> _EXTRACTED MATERIAL_

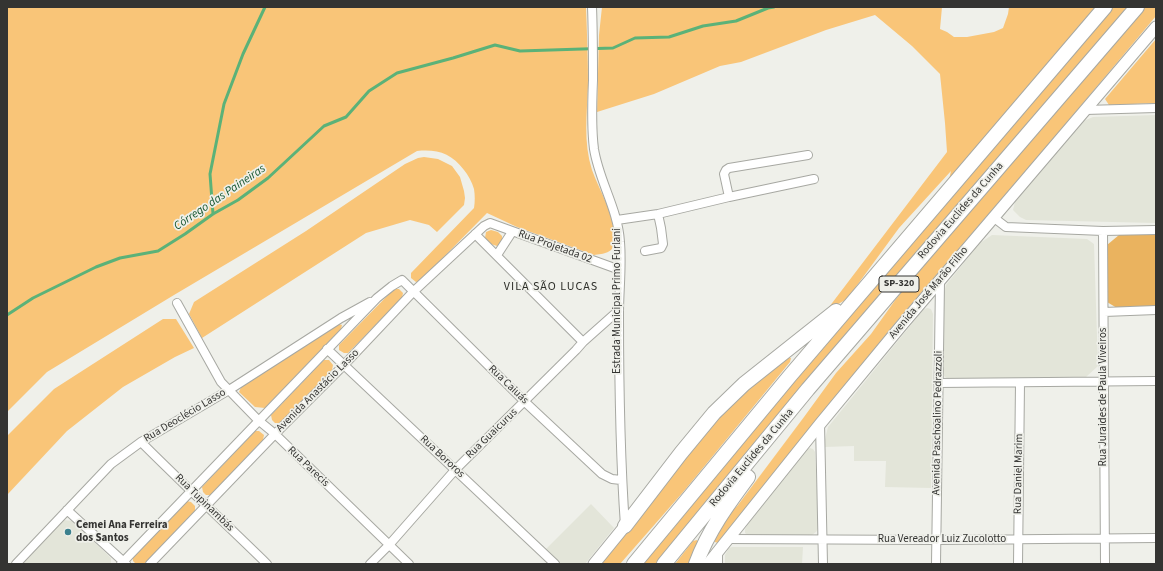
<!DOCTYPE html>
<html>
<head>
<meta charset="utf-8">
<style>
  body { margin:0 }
  #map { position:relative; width:1163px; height:571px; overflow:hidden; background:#eff0ea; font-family:"Source Sans 3",sans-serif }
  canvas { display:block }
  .frame { position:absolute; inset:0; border:8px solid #343432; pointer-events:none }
</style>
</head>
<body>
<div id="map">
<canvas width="1163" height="571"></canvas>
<div class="frame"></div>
</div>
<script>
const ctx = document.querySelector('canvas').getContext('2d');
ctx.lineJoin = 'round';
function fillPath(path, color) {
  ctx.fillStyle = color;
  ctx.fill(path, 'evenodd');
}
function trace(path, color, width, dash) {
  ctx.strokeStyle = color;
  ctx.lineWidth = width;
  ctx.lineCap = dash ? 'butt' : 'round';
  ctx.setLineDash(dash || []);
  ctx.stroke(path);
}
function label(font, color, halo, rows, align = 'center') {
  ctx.font = font + ' "Source Sans 3",sans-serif';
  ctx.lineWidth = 3.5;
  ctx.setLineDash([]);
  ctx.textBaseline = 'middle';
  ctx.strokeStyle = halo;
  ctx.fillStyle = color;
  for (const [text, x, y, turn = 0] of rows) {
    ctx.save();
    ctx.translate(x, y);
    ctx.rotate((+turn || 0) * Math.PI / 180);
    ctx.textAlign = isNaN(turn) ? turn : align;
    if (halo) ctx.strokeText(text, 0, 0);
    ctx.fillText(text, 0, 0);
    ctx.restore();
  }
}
fillPath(new Path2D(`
  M1156 115V223L1026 220 1020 217 1013 210 1016 198 1081 122 1093 117Z
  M992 235 1087 239 1094 244 1098 366 1086 377 1026 379H948L941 374 943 296 946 285 980 243Z
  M927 308 931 309 933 314 931 488 885 487 886 461H854V446L825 447V439L828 427 923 310Z
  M810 448 813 449 815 452 819 527 816 532 812 535 749 536 745 533V529L748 524 806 450Z
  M591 504 614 528 585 564H559L545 550Z
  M64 520 72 521 111 558V564H21Z
  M732 547H803L802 564H725V555L729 548Z`), '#e3e5d9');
fillPath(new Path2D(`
  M7 7H586C587 33 588 60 588 86 587 114 583 142 592 170 600 192 612 209 614 233 614 235 615 239 615 242 613 253 604 254 594 255L517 227 487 213 420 281 416 282 411 278V273L474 208C475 202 475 195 474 189 472 182 468 175 464 170 451 153 437 149 417 151L174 295 47 372 7 412Z
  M602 7H942L940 29 947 32 954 37H967L994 32 1003 28 1008 14 1009 7H1156V16L1058 133 897 321 718 543 715 542 713 538 716 528 738 505 804 417 836 373 871 334 896 299 940 246 787 406 656 564H642L944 201 951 171 899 228 847 299 826 311 947 152 945 123 940 74 912 46 875 15 826 30 741 62 720 66 654 94 597 112 599 35Z
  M1156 39V103L1109 105 1105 99Z
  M424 157 438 159 452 166 460 177 464 191 465 198 464 205 437 232 429 225 410 220 366 233 202 338 189 314 194 302 306 231 405 164 418 158Z
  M491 230 498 232 502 236V242L497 246 491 244 485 238 486 232Z
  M394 289H399L403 293 402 298 348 353H344L339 350V345Z
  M163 319H176L194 348 175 357 123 387 67 431 7 495V436L54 389Z
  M339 324 342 325 341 329 265 408 255 407 239 392 242 385Z
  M785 357 791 358 790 362 684 491 620 564H599L717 414Z
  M324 360H329L333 365 332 370 280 423H275L272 420 271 415Z
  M255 431H259L264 435 263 440 211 495H206L203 492 202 487Z
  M187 501 191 502 195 506V511L144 564H136L133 561V558Z
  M697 540 699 545 691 564H675L693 541Z`), '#f9c578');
fillPath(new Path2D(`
  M1119 235H1156V307L1117 308 1107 302V245Z`), '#eab35f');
trace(new Path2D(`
  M213 214 210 174 224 104 243 54 265 7
  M7 315 33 298 96 267 120 258 158 251 185 234 213 214 238 200 268 178 324 126 346 117 369 91 397 73 453 58 495 45 520 51 613 48 635 38 669 37 703 26 736 21 768 8 774 7`), '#5bb278', 3);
const street = new Path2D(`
  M592 7C593 31 593 55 593 80 592 103 591 126 594 149 599 181 618 209 620 242 622 266 619 290 619 314 619 385 620 455 625 526
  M1085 110 1156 108
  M729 197 724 174 726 170 729 168 808 155
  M993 217 1006 227 1103 231 1156 230
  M617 220 658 214 729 197 814 179
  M1103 231 1105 564
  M475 234 583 342
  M645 251 661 248 663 244 661 228 658 214
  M497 255 512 232
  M177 303 221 382 258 420 275 434 409 564
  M1104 312 1156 310
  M327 349 555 564
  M938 383 1156 381
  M820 424 823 564
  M141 442C182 483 225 523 267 564
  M67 510 126 564
  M728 539 936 540 1156 538
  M718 552V564
  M16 564 111 464 141 442 229 390 341 318 370 302
  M121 564 377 298 392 286 402 280 525 402 602 474 612 479 621 480
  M150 564 275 434 344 365 413 292 484 226 490 223 620 270
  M370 564 389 545 455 470 576 350 583 342 619 310
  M936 564 940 282
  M1018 564 1020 383`);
const secondary = new Path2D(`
  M594 564 625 526
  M708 564 820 424 901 326 1156 27`);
const highway = new Path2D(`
  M625 526 681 453 714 413 744 384 836 311
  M634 564 789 377 1105 7
  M664 564 808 389 1137 7
  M696 564C708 531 728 504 748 477`);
trace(street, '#a7a8a2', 10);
trace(secondary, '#a7a8a2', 13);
trace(highway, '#a7a8a2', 16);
trace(street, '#fff', 8);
trace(secondary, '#fff', 11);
trace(highway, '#fff', 14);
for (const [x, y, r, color] of [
  [68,532,4,"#3b808d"]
]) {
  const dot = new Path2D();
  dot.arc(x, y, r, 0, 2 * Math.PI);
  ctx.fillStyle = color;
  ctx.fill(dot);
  trace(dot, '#eff0ea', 1.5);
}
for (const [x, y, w] of [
  [899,284,40]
]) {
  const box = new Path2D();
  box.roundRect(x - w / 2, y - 8, w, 16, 3);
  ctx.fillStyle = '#eff0ea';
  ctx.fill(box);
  trace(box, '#343432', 1);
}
label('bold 10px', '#343432', null, [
  ["SP-320",899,284]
]);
label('11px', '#343432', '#eff0ea', [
  ["Rodovia Euclides da Cunha",961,211,-49],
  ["Rua Projetada 02",555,247,20],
  ["Avenida José Marão Filho",929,293,-50],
  ["Estrada Municipal Primo Furlani",618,301,-90],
  ["Rua Caiuás",508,385,44],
  ["Avenida Anastácio Lasso",318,391,-45],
  ["Rua Juraides de Paula Viveiros",1104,397,-90],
  ["Rua Deoclécio Lasso",185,416,-31],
  ["Avenida Paschoalino Pedrazzoli",938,423,-89],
  ["Rua Guaicurus",492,434,-44],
  ["Rua Bororos",442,457,43],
  ["Rodovia Euclides da Cunha",752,458,-50],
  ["Rua Parecis",308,467,44],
  ["Rua Daniel Marim",1019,474,-89],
  ["Rua Tupinambás",204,503,44],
  ["Rua Vereador Luiz Zucolotto",942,540]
]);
label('bold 11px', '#343432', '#eff0ea', [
  ["Cemei Ana Ferreira",76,526],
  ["dos Santos",76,539]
], 'left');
label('italic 12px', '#15552f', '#eff0ea', [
  ["Córrego das Paineiras",220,198,-34]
]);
ctx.letterSpacing = '1px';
label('12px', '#2d2e29', '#eff0ea', [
  ["VILA SÃO LUCAS",551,287]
]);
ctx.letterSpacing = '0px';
</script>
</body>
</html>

> _EXERCISE REQUIREMENTS_
A verbatim transcription is needed of the lines above, starting at the line with "M255 431H259L264 435" and ending at the line with "ctx.fillStyle = '#eff0ea';", both included, and of nothing else.

> _ANSWER AREA_
  M255 431H259L264 435 263 440 211 495H206L203 492 202 487Z
  M187 501 191 502 195 506V511L144 564H136L133 561V558Z
  M697 540 699 545 691 564H675L693 541Z`), '#f9c578');
fillPath(new Path2D(`
  M1119 235H1156V307L1117 308 1107 302V245Z`), '#eab35f');
trace(new Path2D(`
  M213 214 210 174 224 104 243 54 265 7
  M7 315 33 298 96 267 120 258 158 251 185 234 213 214 238 200 268 178 324 126 346 117 369 91 397 73 453 58 495 45 520 51 613 48 635 38 669 37 703 26 736 21 768 8 774 7`), '#5bb278', 3);
const street = new Path2D(`
  M592 7C593 31 593 55 593 80 592 103 591 126 594 149 599 181 618 209 620 242 622 266 619 290 619 314 619 385 620 455 625 526
  M1085 110 1156 108
  M729 197 724 174 726 170 729 168 808 155
  M993 217 1006 227 1103 231 1156 230
  M617 220 658 214 729 197 814 179
  M1103 231 1105 564
  M475 234 583 342
  M645 251 661 248 663 244 661 228 658 214
  M497 255 512 232
  M177 303 221 382 258 420 275 434 409 564
  M1104 312 1156 310
  M327 349 555 564
  M938 383 1156 381
  M820 424 823 564
  M141 442C182 483 225 523 267 564
  M67 510 126 564
  M728 539 936 540 1156 538
  M718 552V564
  M16 564 111 464 141 442 229 390 341 318 370 302
  M121 564 377 298 392 286 402 280 525 402 602 474 612 479 621 480
  M150 564 275 434 344 365 413 292 484 226 490 223 620 270
  M370 564 389 545 455 470 576 350 583 342 619 310
  M936 564 940 282
  M1018 564 1020 383`);
const secondary = new Path2D(`
  M594 564 625 526
  M708 564 820 424 901 326 1156 27`);
const highway = new Path2D(`
  M625 526 681 453 714 413 744 384 836 311
  M634 564 789 377 1105 7
  M664 564 808 389 1137 7
  M696 564C708 531 728 504 748 477`);
trace(street, '#a7a8a2', 10);
trace(secondary, '#a7a8a2', 13);
trace(highway, '#a7a8a2', 16);
trace(street, '#fff', 8);
trace(secondary, '#fff', 11);
trace(highway, '#fff', 14);
for (const [x, y, r, color] of [
  [68,532,4,"#3b808d"]
]) {
  const dot = new Path2D();
  dot.arc(x, y, r, 0, 2 * Math.PI);
  ctx.fillStyle = color;
  ctx.fill(dot);
  trace(dot, '#eff0ea', 1.5);
}
for (const [x, y, w] of [
  [899,284,40]
]) {
  const box = new Path2D();
  box.roundRect(x - w / 2, y - 8, w, 16, 3);
  ctx.fillStyle = '#eff0ea';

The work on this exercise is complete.